La exconsellera y su exnúmero 2 no han estado presente en la comisión porque populares y voxistas no les citaron y ese olvido se traslada a las conclusiones. Sí acudió el expresidente Mazón. De este, en el dictamen, los voxistas apenas le señalan y se centran en citar su intervención. Por su parte, el PP señala que el entonces jefe del Consell “cuando se produjo la catástrofe no tenía responsabilidad derivada del plano competencial pues no ostentaba competencias de dirección o gestión en el Cecopi” e indica, respecto a las conclusiones del paso de Mazón por la comisión, que sus “posibles políticas de responsabilidad han sido asumidas con la dimisión” o que los actuales niveles de alerta y aviso a la población “no estaban diseñados para una catástrofe de 700 l/m2”.
“Artimañas”
Y aunque más que un dictamen sobre la riada del 29-O, la izquierda ha presentado dos exposiciones donde plasman su indignación y arremeten duramente contra PP y Vox por la forma de llevar a cabo la propia comisión, PSPV y Compromís exponen como máximos responsables a los dirigentes del Ejecutivo autonómico. En especial los socialistas que consideran “público y notorio” los fallos tanto de Mazón porque “abandonó sus funciones” el 29-O como responsabilidades de otros consellers como Pradas, Susana Camarero por el servicio de teleasistencia, Miguel Barrachina por la presa de Buseo o José Antonio Rovira porque se “desentendió de la protección del profesorado y del alumnado”.

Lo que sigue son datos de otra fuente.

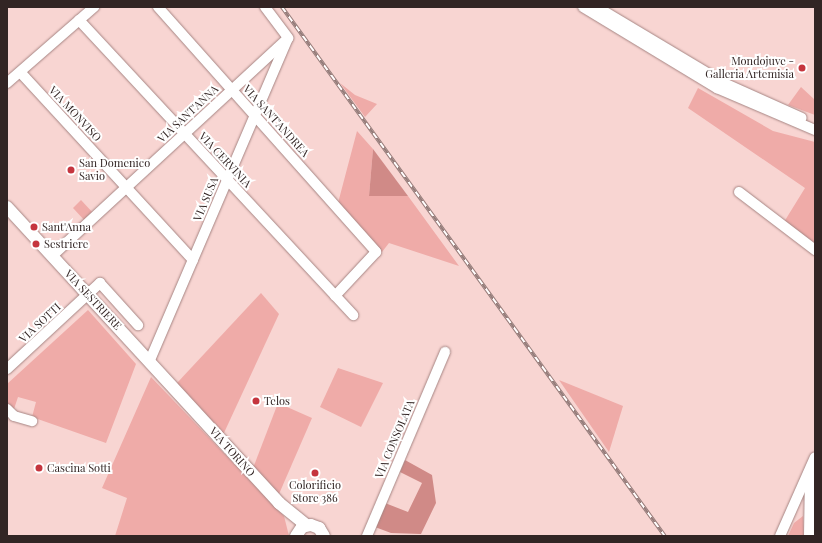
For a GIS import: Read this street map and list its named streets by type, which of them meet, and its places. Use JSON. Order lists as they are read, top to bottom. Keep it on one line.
{"streets":{"main road":["VIA SESTRIERE","VIA TORINO"],"street":["VIA MONVISO","VIA SANT'ANNA","VIA SANT'ANDREA","VIA CERVINIA","VIA SUSA","VIA SOTTI","VIA CONSOLATA"]},"crossings":[["VIA MONVISO","VIA SANT'ANNA"],["VIA MONVISO","VIA SUSA"],["VIA SANT'ANNA","VIA SANT'ANDREA"],["VIA SANT'ANNA","VIA CERVINIA"],["VIA SANT'ANNA","VIA SUSA"],["VIA SANT'ANNA","VIA SESTRIERE"],["VIA SANT'ANDREA","VIA CERVINIA"],["VIA SANT'ANDREA","VIA SUSA"],["VIA CERVINIA","VIA SUSA"],["VIA SUSA","VIA SESTRIERE"],["VIA SESTRIERE","VIA SOTTI"],["VIA SESTRIERE","VIA TORINO"]],"places":["Mondojuve - Galleria Artemisia","San Domenico Savio","Sant'Anna","Sestriere","Telos","Cascina Sotti","Colorificio Store 386"]}
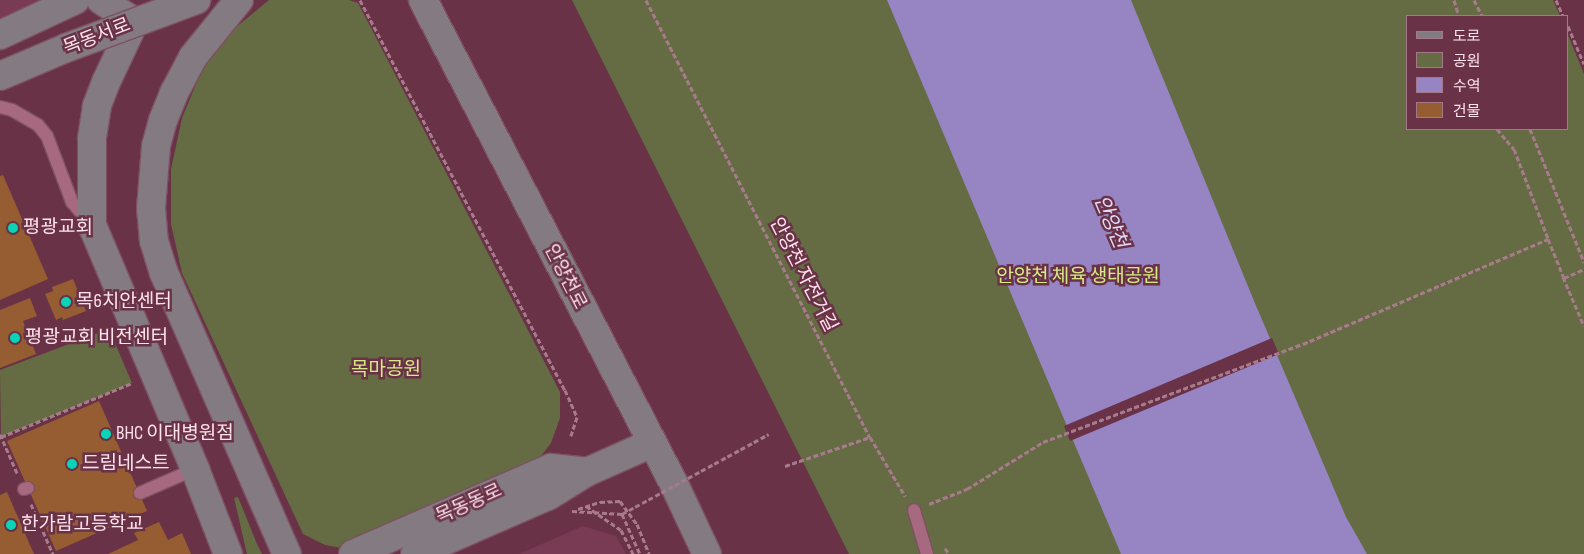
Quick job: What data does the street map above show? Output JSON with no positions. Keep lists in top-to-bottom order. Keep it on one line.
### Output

Con todo ello, las críticas más duras son hacia la gestión de la comisión. “No se ha dudado en recurrir a todo tipo de artimañanas, escondiendo información, vetando comparaciones, vulnerando derechos de los diputados e infringiendo la ley para concluir cerrando de manera precipitada una comisión en la que no se buscaba la verdad, sino el encubrimiento de una nefasta gestión que tuvo como resultado el fallecimiento de 230 personas”, señala el texto del PSPV firmado por la diputada Alicia Andújar. “Esta comisión nunca estuvo dirigida a depurar responsabilidades políticas sino a dar altavoz al relato que exculpaba absolutamente al Consell de la Generalitat y responsabilizaba a otras administraciones de todo lo ocurrido el fatídico 29 de octubre de 2024”, sentencia el documento de Compromís, elaborado por la síndica adjunta, Isaura Navarro.